MARIA APARECIDA BEATO pediu a Daniel, seu filho, que se livrasse da montanha de pneus velhos que se avolumavam na garagem. Estava, sem saber, ajudando-o a descobrir ao mesmo tempo uma vocação artística e uma profissão. "Os pneus viraram a minha grande paixão", conta Daniel, formado em desenho industrial na faculdade Belas Artes.
Daniel não seguiu a ordem materna. O amontado caótico de borracha transformou-se em matéria-prima para objetos decorativos. Não foi difícil convencer a mãe a manter a bagunça na garagem. Professora de artes, ela sempre estimulou as experiências culturais do filho. "Meu quarto era também um ateliê. As paredes serviam de telas, e os móveis eram feitos de reciclagem. Meus amigos sempre tinham uma ponta de inveja dessa minha liberdade." Concluída a faculdade, ele não estava disposto a desenhar produtos para as indústrias -os pneus o conduziram a inventar uma profissão.
 

O curso de desenho industrial não lhe foi inútil -assim como não foram inúteis as experiências em seu quarto de adolescente. Na faculdade, Daniel tinha se interessado pelos móveis com material reciclado criados pelos irmãos Campanha, brasileiros que se destacaram no design mundial. Daí tirou parte da inspiração para elaborar os mais diferentes produtos a partir dos pneus: cadeiras, mesas, vasos, lixeiras, luminárias, brinquedos, balanços, camas, chinelos. "Matéria-prima não falta, usamos o que seria jogado fora e provocaria poluição."
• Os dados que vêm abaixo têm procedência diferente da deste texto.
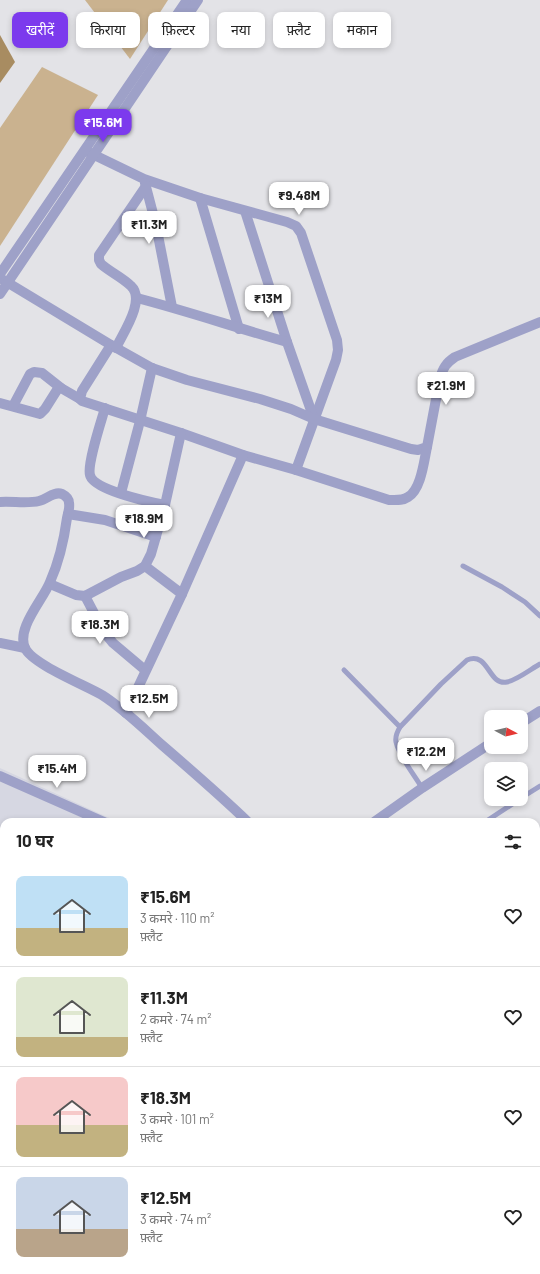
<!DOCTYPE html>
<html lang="hi">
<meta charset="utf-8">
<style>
:root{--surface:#fff;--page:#f2f2f2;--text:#222;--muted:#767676;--line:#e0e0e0;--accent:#7c3aed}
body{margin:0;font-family:Barlow,"Noto Sans Devanagari",sans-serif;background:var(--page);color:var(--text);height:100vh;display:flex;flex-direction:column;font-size:15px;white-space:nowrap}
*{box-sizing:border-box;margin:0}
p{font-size:13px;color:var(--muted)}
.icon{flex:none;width:22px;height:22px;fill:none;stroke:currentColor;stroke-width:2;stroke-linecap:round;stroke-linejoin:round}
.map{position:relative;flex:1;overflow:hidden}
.details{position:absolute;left:0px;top:818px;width:540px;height:456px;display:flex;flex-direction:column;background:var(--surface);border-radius:12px 12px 0 0;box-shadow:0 2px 6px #0003}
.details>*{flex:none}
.hud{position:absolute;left:12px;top:12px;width:516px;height:36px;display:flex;gap:8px}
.needle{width:26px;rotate:97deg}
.tools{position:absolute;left:484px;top:710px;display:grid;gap:8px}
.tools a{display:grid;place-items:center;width:44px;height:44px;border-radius:8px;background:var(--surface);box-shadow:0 2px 6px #0003;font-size:20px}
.price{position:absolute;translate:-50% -34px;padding:0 9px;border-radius:8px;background:#fff;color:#222;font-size:13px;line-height:26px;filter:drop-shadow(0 1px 2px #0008)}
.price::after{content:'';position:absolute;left:50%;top:24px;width:12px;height:9px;margin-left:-6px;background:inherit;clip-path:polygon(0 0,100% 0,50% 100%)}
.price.selected{background:var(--accent);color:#fff}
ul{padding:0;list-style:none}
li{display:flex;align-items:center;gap:12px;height:100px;padding:0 16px}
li+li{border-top:1px solid var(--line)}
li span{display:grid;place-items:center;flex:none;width:112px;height:80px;border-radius:8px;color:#555}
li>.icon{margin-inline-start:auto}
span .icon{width:48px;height:48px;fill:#fffc;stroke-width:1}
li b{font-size:17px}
h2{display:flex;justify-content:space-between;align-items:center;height:48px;padding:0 16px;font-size:17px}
.chip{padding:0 14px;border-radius:8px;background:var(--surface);box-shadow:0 2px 6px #0003;font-size:14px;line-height:36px}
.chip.selected{background:var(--accent);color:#fff}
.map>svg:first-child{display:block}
.built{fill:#d6d7e2}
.green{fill:#cab28f}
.water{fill:#a88c61}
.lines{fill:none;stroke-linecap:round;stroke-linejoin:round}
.service{stroke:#9ea1c8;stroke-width:5}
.minor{stroke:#9ea1c8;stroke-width:10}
.tertiary{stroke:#9ea1c8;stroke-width:10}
</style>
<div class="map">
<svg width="540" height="1274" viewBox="0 0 540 1274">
<rect width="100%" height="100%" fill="#e3e3e7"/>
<!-- built -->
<polygon class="built" points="0,768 118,822 4,822 4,1270 536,1270 536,997 540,1003 540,1274 0,1274"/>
<!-- green -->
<g class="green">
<polygon points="85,0 168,0 130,59"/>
<polygon points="42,67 98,95 0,246 0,128"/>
</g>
<!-- water -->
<polygon class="water" points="0,35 15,62 0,83"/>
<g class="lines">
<!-- service -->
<g class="service">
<polyline points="463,566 502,587 525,602 540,616"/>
<polyline points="344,670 400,727"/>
<path d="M422,788C415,776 399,756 396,742C395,737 397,732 400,727L441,684L467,660C489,651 488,686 507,682C517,680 531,669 540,664"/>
<polyline points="521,798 540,786"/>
<polyline points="485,822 520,799"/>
<polyline points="0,1050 4,1048"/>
<polyline points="0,1075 4,1072"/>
<polyline points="0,1196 4,1202"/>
<polyline points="536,1209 540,1208"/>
<polyline points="400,1274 406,1270"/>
</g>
<!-- minor -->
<g class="minor">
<polyline points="86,151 144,179 200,198 287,222 296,226 301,233 337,340 338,350 336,360 296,470"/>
<polyline points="145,183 156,225 172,307"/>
<polyline points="200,198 239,329"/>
<polyline points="245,211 287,342 314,419"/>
<path d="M0,278L111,345L152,368L187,380L260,399L291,409L314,419L411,449L418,450L427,447L440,378C443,368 446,363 455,357L540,322"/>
<path d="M137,298C187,311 237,328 287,342"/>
<path d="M111,345L82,391L80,399L82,401L181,433L243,455L296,470L389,500C396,500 402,501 408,497C421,490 424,461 427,447"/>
<path d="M116,348C123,333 146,300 131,286C122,277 110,272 101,264L99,260V255L146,186"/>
<polyline points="0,403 40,414 45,409 57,390 61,388 80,399"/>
<polyline points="13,406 30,374 34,372 42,373 61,388"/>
<path d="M105,408C101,422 87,464 90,475C93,490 150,502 165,505"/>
<polyline points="121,493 140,421 152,368"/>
<path d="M0,502C13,501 27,504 39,501C47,499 54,491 62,494C66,496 69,499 69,503C70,508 68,513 67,518C64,540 59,562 50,582C43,600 16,628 25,648C32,664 85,685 102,695C124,709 143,728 162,745C191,770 220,795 248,822"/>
<polyline points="68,514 105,520 156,537"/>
<polyline points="145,566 182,594"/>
<polyline points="50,584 76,595 85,596 121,577 137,571 145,566 151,554 165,505 181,433"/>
<polyline points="85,596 104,632 113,643 145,670"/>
<polyline points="0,643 25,648"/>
<polyline points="126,713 182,594 243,455"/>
<polyline points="536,999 540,1005"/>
</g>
<!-- tertiary -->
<g class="tertiary">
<polyline points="0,274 187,0"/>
<polyline points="0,294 198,0"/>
<polyline points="521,723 540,711"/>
<polyline points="0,776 104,822"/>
<polyline points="374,822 422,788 491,743"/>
</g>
</g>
</svg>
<div class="tools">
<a><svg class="needle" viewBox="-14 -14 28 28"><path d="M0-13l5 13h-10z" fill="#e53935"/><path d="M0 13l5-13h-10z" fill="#767676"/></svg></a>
<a><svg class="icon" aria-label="layers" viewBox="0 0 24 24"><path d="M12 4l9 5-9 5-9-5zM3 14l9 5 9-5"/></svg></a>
</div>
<b class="price selected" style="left:103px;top:143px">₹15.6M</b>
<b class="price" style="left:299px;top:216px">₹9.48M</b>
<b class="price" style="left:149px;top:245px">₹11.3M</b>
<b class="price" style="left:268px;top:319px">₹13M</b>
<b class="price" style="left:446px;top:406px">₹21.9M</b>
<b class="price" style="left:144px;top:539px">₹18.9M</b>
<b class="price" style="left:100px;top:645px">₹18.3M</b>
<b class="price" style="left:149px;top:719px">₹12.5M</b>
<b class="price" style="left:426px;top:772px">₹12.2M</b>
<b class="price" style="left:57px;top:789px">₹15.4M</b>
<div class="hud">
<a class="chip selected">खरीदें</a>
<a class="chip">किराया</a>
<a class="chip">फ़िल्टर</a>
<a class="chip">नया</a>
<a class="chip">फ़्लैट</a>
<a class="chip">मकान</a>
</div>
<section class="details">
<h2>10 घर<svg class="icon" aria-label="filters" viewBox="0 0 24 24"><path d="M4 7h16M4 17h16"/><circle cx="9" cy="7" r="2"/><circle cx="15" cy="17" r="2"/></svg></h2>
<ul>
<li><span style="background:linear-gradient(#bfe0f5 65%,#c2b280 0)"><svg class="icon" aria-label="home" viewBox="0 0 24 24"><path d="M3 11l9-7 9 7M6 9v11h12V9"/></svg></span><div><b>₹15.6M</b><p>3 कमरे · 110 m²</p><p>फ़्लैट</p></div><svg class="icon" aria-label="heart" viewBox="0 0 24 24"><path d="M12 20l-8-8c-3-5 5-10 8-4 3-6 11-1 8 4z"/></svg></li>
<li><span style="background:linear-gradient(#dfe7d0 75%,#c2b280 0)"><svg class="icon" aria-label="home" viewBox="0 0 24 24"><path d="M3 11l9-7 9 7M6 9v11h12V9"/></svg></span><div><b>₹11.3M</b><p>2 कमरे · 74 m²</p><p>फ़्लैट</p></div><svg class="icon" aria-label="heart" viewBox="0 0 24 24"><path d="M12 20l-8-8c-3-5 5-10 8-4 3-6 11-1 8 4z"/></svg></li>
<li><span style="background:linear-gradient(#f6c9c9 60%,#c2b280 0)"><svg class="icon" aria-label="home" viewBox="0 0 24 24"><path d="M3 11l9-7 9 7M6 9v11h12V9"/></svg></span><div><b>₹18.3M</b><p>3 कमरे · 101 m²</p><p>फ़्लैट</p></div><svg class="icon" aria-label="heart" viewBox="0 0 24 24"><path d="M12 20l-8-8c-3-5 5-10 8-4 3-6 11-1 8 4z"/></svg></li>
<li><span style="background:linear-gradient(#c9d6e8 65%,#b9a48a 0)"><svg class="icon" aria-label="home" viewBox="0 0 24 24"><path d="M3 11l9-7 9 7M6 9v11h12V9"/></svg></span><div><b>₹12.5M</b><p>3 कमरे · 74 m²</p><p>फ़्लैट</p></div><svg class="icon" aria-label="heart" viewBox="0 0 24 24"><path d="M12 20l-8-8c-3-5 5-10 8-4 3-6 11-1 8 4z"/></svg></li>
</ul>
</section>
</div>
A descoberta desse nicho foi ocasional. Seus produtos vinham sendo usados, em algumas feiras de artesanato, como suporte para expor roupas e bijuterias, mas não estavam à venda. "Muita gente se interessou em comprá-los." Mas o que seria um negócio pessoal reciclou-se numa experiência batizada de "arte em pneus".
 

Com o patrocínio de duas empresas (a rede de estacionamentos Estapar e a Goodyear), ele começou a percorrer cidades para ensinar as pessoas, especialmente os jovens, a fazer dinheiro ou mobiliar suas casas com os pneus velhos. Na Bahia, por exemplo, meteu-se por vários meses num quilombo remanescente. Até agora, 140 pessoas já foram capacitadas a tirar seu sustento desse tipo de reciclagem.
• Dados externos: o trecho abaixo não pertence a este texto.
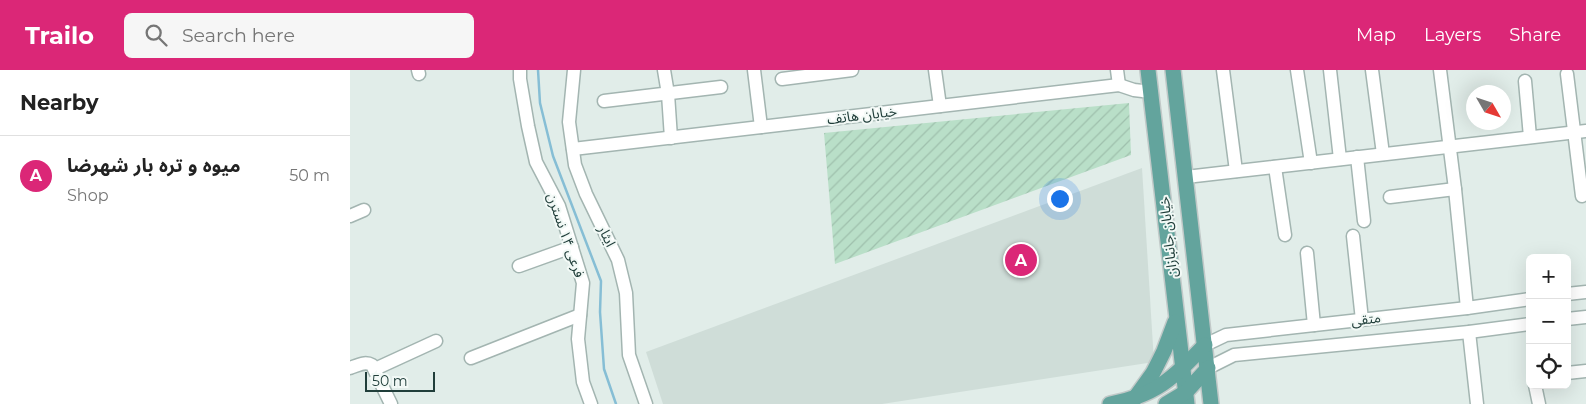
<!DOCTYPE html>
<html lang="en">
<head>
<meta charset="utf-8">
<style>
  :root { --surface:#fff; --page:#f6f6f6; --text:#222; --muted:#767676; --line:#e0e0e0; --accent:#db2777 }
  body { margin:0; font-family:Montserrat,"Noto Sans Arabic",sans-serif; background:var(--page); color:var(--text) }
  .controls { position:absolute; right:15px; bottom:15px; display:grid; overflow:hidden; border-radius:8px; box-shadow:0 5px 20px #0002 }
  .controls button { width:45px; height:45px; display:grid; place-items:center; padding:0; border:0; border-bottom:1px solid var(--line); background:var(--surface); color:var(--text); font:25px sans-serif }
  .compass { position:absolute; left:1116px; top:15px; width:45px; height:45px; border-radius:50%; background:var(--surface); box-shadow:0 5px 20px #0002; rotate:129deg }
  .scale { position:absolute; left:15px; bottom:12px; width:70px; box-sizing:border-box; padding-left:5px; border:2px solid #203e3a; border-top:0; font-size:14px; line-height:18px; white-space:nowrap; color:#203e3a; -webkit-text-stroke:4px #f2f9f6; paint-order:stroke }
  .you { position:absolute; left:709px; top:128px; width:18px; height:18px; margin:-12px; border:4px solid #fff; border-radius:50%; background:#1a73e8; box-shadow:0 0 0 8px #1a73e833 }
  .badge { display:grid; place-items:center; width:32px; height:32px; border-radius:50%; background:var(--accent); color:#fff; font-size:16px; font-weight:700 }
  .pin { position:absolute; translate:-50% -50%; border:2px solid #fff; box-shadow:0 1px 5px #0006 }
  .list { margin:0; padding:0; list-style:none }
  h2 { display:flex; justify-content:space-between; align-items:center; height:65px; margin:0; padding:0 20px; font-size:21px }
  h2 small { font-size:16px; font-weight:400; color:var(--muted) }
  .list li { display:grid; grid-template-columns:32px 1fr auto; gap:15px; align-items:center; box-sizing:border-box; height:80px; padding:0 20px; border-top:1px solid var(--line) }
  .list b { display:block; font-size:19px; white-space:nowrap }
  .list p { margin:0; font-size:16px; white-space:nowrap; color:var(--muted) }
  .list em { font-size:16px; font-style:normal; color:var(--muted) }
  .icon { flex:none; width:28px; height:28px; fill:none; stroke:currentColor; stroke-width:2; stroke-linecap:round; stroke-linejoin:round }
  .map { position:relative; flex:none; width:1236px; height:334px; overflow:hidden }
  header { display:flex; align-items:center; gap:30px; box-sizing:border-box; height:70px; padding:0 25px; background:var(--accent); color:#fff }
  header strong { font-size:24px }
  nav { display:flex; gap:28px; margin-inline-start:auto; font-size:18px }
  .search { width:350px; height:45px; background:var(--page); display:flex; align-items:center; gap:12px; box-sizing:border-box; padding:0 18px; border-radius:8px; color:var(--muted); font-size:19px }
  main { display:flex }
  aside { flex:1; background:var(--surface) }
  .map>svg:first-child { display:block }
</style>
</head>
<body>
<header>
<strong>Trailo</strong>
<div class="search"><svg class="icon" aria-label="search" viewBox="0 0 24 24"><circle cx="10" cy="10" r="6"/><path d="M15 15l6 6"/></svg>Search here</div>
<nav><a>Map</a><a>Layers</a><a>Share</a></nav>
</header>
<main>
<aside>
<h2>Nearby<small></small></h2>
<ul class="list">
<li><span class="badge">A</span><div><b>میوه و تره بار شهرضا</b><p>Shop</p></div><em>50 m</em></li>
</ul>
</aside>
<div class="map">
<svg width="1236" height="334" viewBox="0 0 1236 334">
  <defs>
    <pattern id="garden-furrows" width="10" height="10" patternUnits="userSpaceOnUse" patternTransform="scale(1.25)"><rect width="10" height="10" fill="#b9dfc8"/><path d="M-1 1l2-2M0 10L10 0M9 11l2-2" fill="none" stroke="#9fc0ad"/></pattern>
  </defs>
  <rect width="100%" height="100%" fill="#e1ede9"/>
  <path fill="#cfddd8" d="M792,98L804,292L532,334H313L296,282Z"/>
  <path fill="url(#garden-furrows)" d="M779,33L781,85L485,194L474,63Z"/>
  <g fill="none" stroke-linecap="round" stroke-linejoin="round">
    <path stroke="#86bed5" stroke-width="2.5" d="M188,0L190,33L203,86L251,211L250,242L254,299L266,334"/>
    <g stroke="#a3b5b1" stroke-width="15">
      <g id="minor">
        <path d="M68,0L69,4"/>
        <path d="M170,0V9L178,56L186,92L209,136L233,213L228,269L233,312L241,334"/>
        <path d="M224,0L219,52L225,95L236,124L268,190L276,223L279,285L296,334"/>
        <path d="M314,0L318,24L321,68"/>
        <path d="M404,0L411,57"/>
        <path d="M585,0L590,36"/>
        <path d="M767,0L769,15"/>
        <path d="M873,0L886,101"/>
        <path d="M947,0L961,93"/>
        <path d="M980,0L990,89"/>
        <path d="M1022,0L1033,84"/>
        <path d="M1090,0L1105,119L1117,238"/>
        <path d="M1217,4L1232,126"/>
        <path d="M432,9L502,0"/>
        <path d="M1175,11L1180,67"/>
        <path d="M254,31L371,17"/>
        <path d="M223,79L769,15L784,20L801,22"/>
        <path d="M1007,87L1014,151"/>
        <path d="M925,97L935,165"/>
        <path d="M836,107L1236,61"/>
        <path d="M1040,127L1105,119"/>
        <path d="M0,146L14,140"/>
        <path d="M1003,166L1012,250"/>
        <path d="M957,183L964,255"/>
        <path d="M169,196L222,177"/>
        <path d="M1217,224L1236,222"/>
        <path d="M1217,249L1236,247"/>
        <path d="M1119,262L1127,334"/>
        <path d="M855,275L876,265L1117,238L1180,229"/>
        <path d="M121,288L230,245"/>
        <path d="M0,298C8,295 15,291 22,295L41,334"/>
        <path d="M858,298L884,285L1119,262L1180,254"/>
        <path d="M25,299L86,271"/>
        <path d="M1217,303L1236,301"/>
        <path d="M1185,315L1189,334"/>
      </g>
    </g>
    <g stroke="#c1c9c8" stroke-width="18">
      <g id="major">
        <path d="M798,0L837,334"/>
        <path d="M823,0L861,334"/>
        <path d="M785,328L803,303L814,281L825,252"/>
        <path d="M760,334C807,325 823,308 855,275"/>
        <path d="M816,334L836,322L858,298"/>
      </g>
    </g>
    <use href="#minor" stroke="#fff" stroke-width="12"/>
    <use href="#major" stroke="#63a49d" stroke-width="15"/>
  </g>
  <g text-anchor="middle" dominant-baseline="central" stroke-width="4" stroke-linejoin="round" paint-order="stroke">
    <g font-size="14" fill="#203e3a" stroke="#f2f9f6">
      <text transform="translate(512 45) rotate(-7)">خیابان هاتف</text>
      <text transform="translate(216 165) rotate(71)">فرعی ۱۴ نسترن</text>
      <text transform="translate(257 166) rotate(64)">ایثار</text>
      <text transform="translate(818 167) rotate(-96)">خیابان جانبازان</text>
      <text transform="translate(1016 249) rotate(-7)">متقی</text>
    </g>
  </g>
</svg>
<div class="controls">
<button>+</button>
<button>−</button>
<button><svg class="icon" aria-label="locate" viewBox="0 0 24 24"><circle cx="12" cy="12" r="6"/><path d="M12 2v4M12 18v4M2 12h4M18 12h4"/></svg></button>
</div>
<svg class="compass" viewBox="-18 -18 36 36"><path d="M0-13l5 13h-10z" fill="#e53935"/><path d="M0 13l5-13h-10z" fill="#767676"/></svg>
<div class="scale">50 m</div>
<div class="you"></div>
<div class="pin badge" style="left:671px;top:190px">A</div>
</div>
</main>
</body>
</html>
O campo de experimentação vai, aos poucos, ficando tecnologicamente mais ousado. Daniel foi convidado a desenvolver uma caixa-d'água de baixo custo e até mesmo partes de uma casa usando os pneus mesclados com vários outros materiais descartados.
 

Daniel passou a ser chamado por empresas que não sabiam o que fazer com materiais que iriam para o lixo. Só recentemente ele descobriu que essa atividade tinha um nome pomposo: consultor de resíduos sólidos. Mas seu projeto quer rodar mais longe -o plano é disseminar o aprendizado de reciclagem artística de pneus por todo o país, numa tentativa de reinventar a roda.